Collected data entries
• • • • • • •

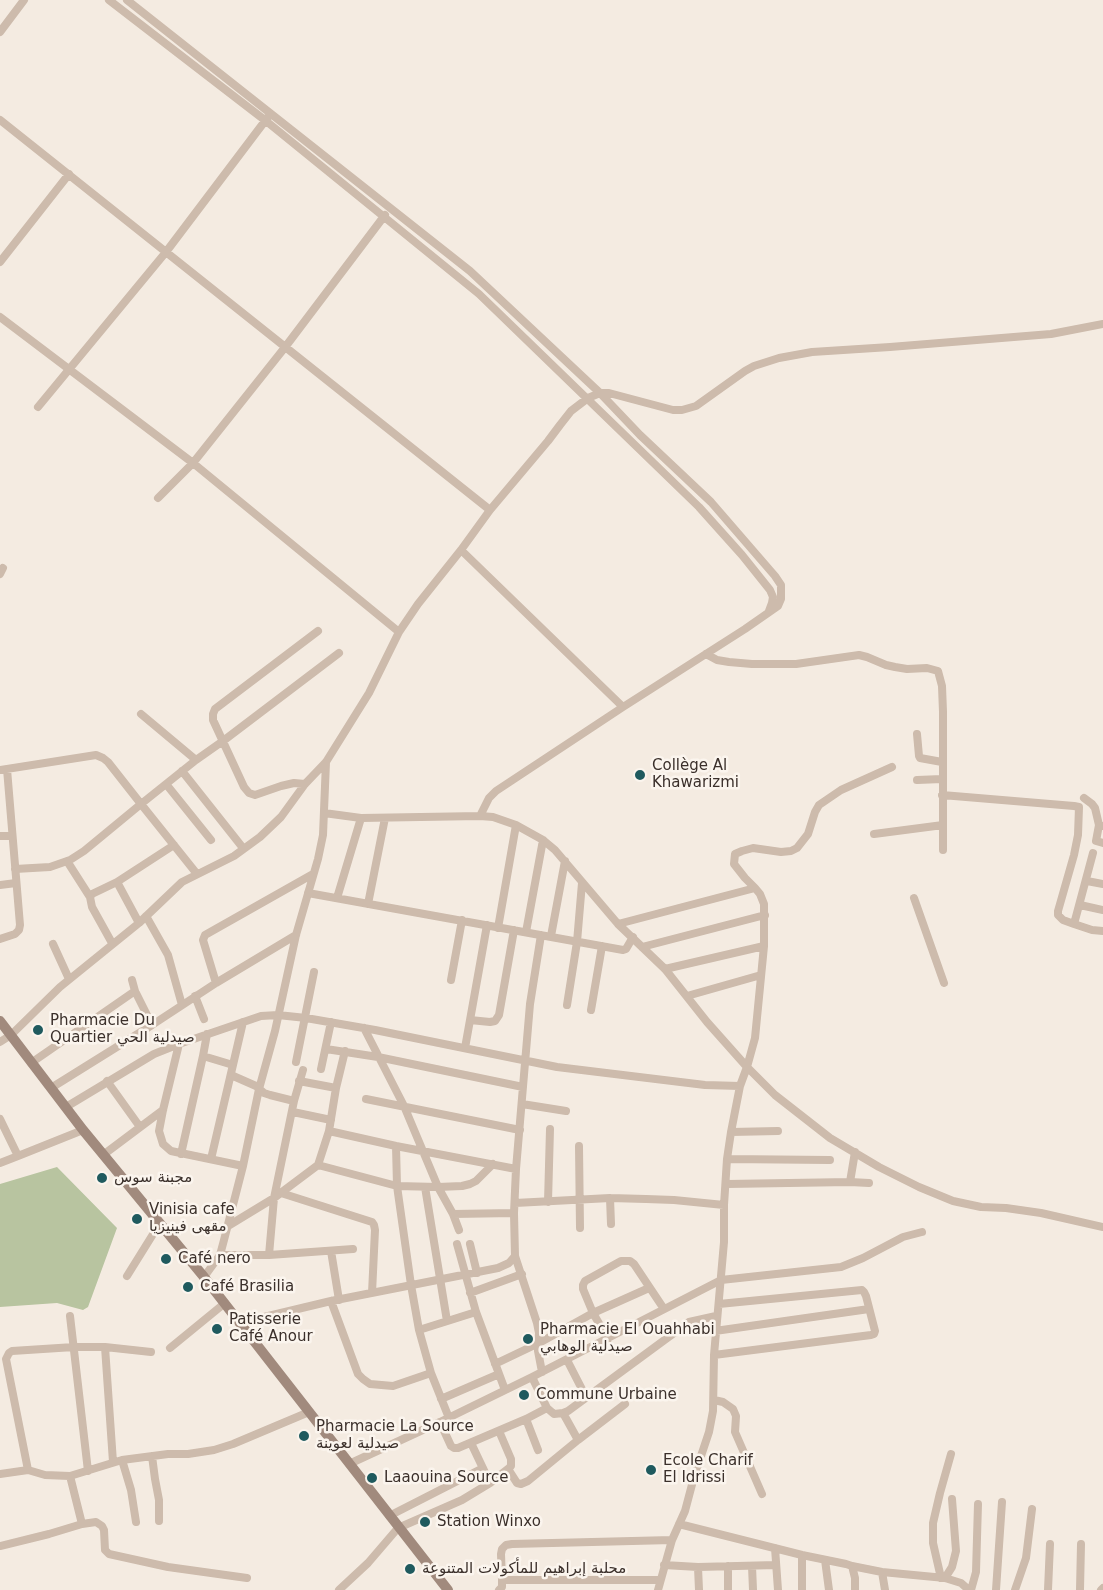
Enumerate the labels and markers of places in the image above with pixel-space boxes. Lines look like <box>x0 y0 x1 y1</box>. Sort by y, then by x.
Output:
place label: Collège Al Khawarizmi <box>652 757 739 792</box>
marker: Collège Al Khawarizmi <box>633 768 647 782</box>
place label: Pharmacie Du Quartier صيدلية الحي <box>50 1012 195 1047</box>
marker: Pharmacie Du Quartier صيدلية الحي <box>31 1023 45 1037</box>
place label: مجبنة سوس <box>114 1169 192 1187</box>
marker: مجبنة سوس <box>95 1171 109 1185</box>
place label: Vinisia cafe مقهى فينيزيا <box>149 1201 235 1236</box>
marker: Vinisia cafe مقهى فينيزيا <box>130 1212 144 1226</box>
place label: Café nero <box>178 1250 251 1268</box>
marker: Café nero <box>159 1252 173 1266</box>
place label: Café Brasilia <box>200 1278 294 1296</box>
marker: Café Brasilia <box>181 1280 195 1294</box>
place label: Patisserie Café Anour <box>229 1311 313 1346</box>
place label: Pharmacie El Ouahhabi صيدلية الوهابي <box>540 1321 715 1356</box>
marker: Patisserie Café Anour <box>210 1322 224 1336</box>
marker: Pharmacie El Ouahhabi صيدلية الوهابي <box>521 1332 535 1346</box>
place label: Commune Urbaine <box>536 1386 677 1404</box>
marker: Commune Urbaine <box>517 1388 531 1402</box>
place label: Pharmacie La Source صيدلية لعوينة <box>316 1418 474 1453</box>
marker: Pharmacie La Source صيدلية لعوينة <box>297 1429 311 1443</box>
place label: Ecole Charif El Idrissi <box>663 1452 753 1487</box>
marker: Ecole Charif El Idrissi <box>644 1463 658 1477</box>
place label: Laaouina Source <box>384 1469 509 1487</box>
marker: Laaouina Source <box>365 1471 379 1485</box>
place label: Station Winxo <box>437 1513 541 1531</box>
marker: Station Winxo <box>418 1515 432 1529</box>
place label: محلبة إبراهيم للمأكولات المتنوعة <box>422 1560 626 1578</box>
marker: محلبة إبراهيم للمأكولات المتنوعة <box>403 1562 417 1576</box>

• • • • • • •

* _Exercise brief_: Write out the data exactly, but not its pictures.

* _Exercise solution_:
Enumerate the labels and markers of places in the image above with pixel-space boxes. Lines look like <box>x0 y0 x1 y1</box>. Sort by y, then by x.
Output:
place label: Collège Al Khawarizmi <box>652 757 739 792</box>
marker: Collège Al Khawarizmi <box>633 768 647 782</box>
place label: Pharmacie Du Quartier صيدلية الحي <box>50 1012 195 1047</box>
marker: Pharmacie Du Quartier صيدلية الحي <box>31 1023 45 1037</box>
place label: مجبنة سوس <box>114 1169 192 1187</box>
marker: مجبنة سوس <box>95 1171 109 1185</box>
place label: Vinisia cafe مقهى فينيزيا <box>149 1201 235 1236</box>
marker: Vinisia cafe مقهى فينيزيا <box>130 1212 144 1226</box>
place label: Café nero <box>178 1250 251 1268</box>
marker: Café nero <box>159 1252 173 1266</box>
place label: Café Brasilia <box>200 1278 294 1296</box>
marker: Café Brasilia <box>181 1280 195 1294</box>
place label: Patisserie Café Anour <box>229 1311 313 1346</box>
place label: Pharmacie El Ouahhabi صيدلية الوهابي <box>540 1321 715 1356</box>
marker: Patisserie Café Anour <box>210 1322 224 1336</box>
marker: Pharmacie El Ouahhabi صيدلية الوهابي <box>521 1332 535 1346</box>
place label: Commune Urbaine <box>536 1386 677 1404</box>
marker: Commune Urbaine <box>517 1388 531 1402</box>
place label: Pharmacie La Source صيدلية لعوينة <box>316 1418 474 1453</box>
marker: Pharmacie La Source صيدلية لعوينة <box>297 1429 311 1443</box>
place label: Ecole Charif El Idrissi <box>663 1452 753 1487</box>
marker: Ecole Charif El Idrissi <box>644 1463 658 1477</box>
place label: Laaouina Source <box>384 1469 509 1487</box>
marker: Laaouina Source <box>365 1471 379 1485</box>
place label: Station Winxo <box>437 1513 541 1531</box>
marker: Station Winxo <box>418 1515 432 1529</box>
place label: محلبة إبراهيم للمأكولات المتنوعة <box>422 1560 626 1578</box>
marker: محلبة إبراهيم للمأكولات المتنوعة <box>403 1562 417 1576</box>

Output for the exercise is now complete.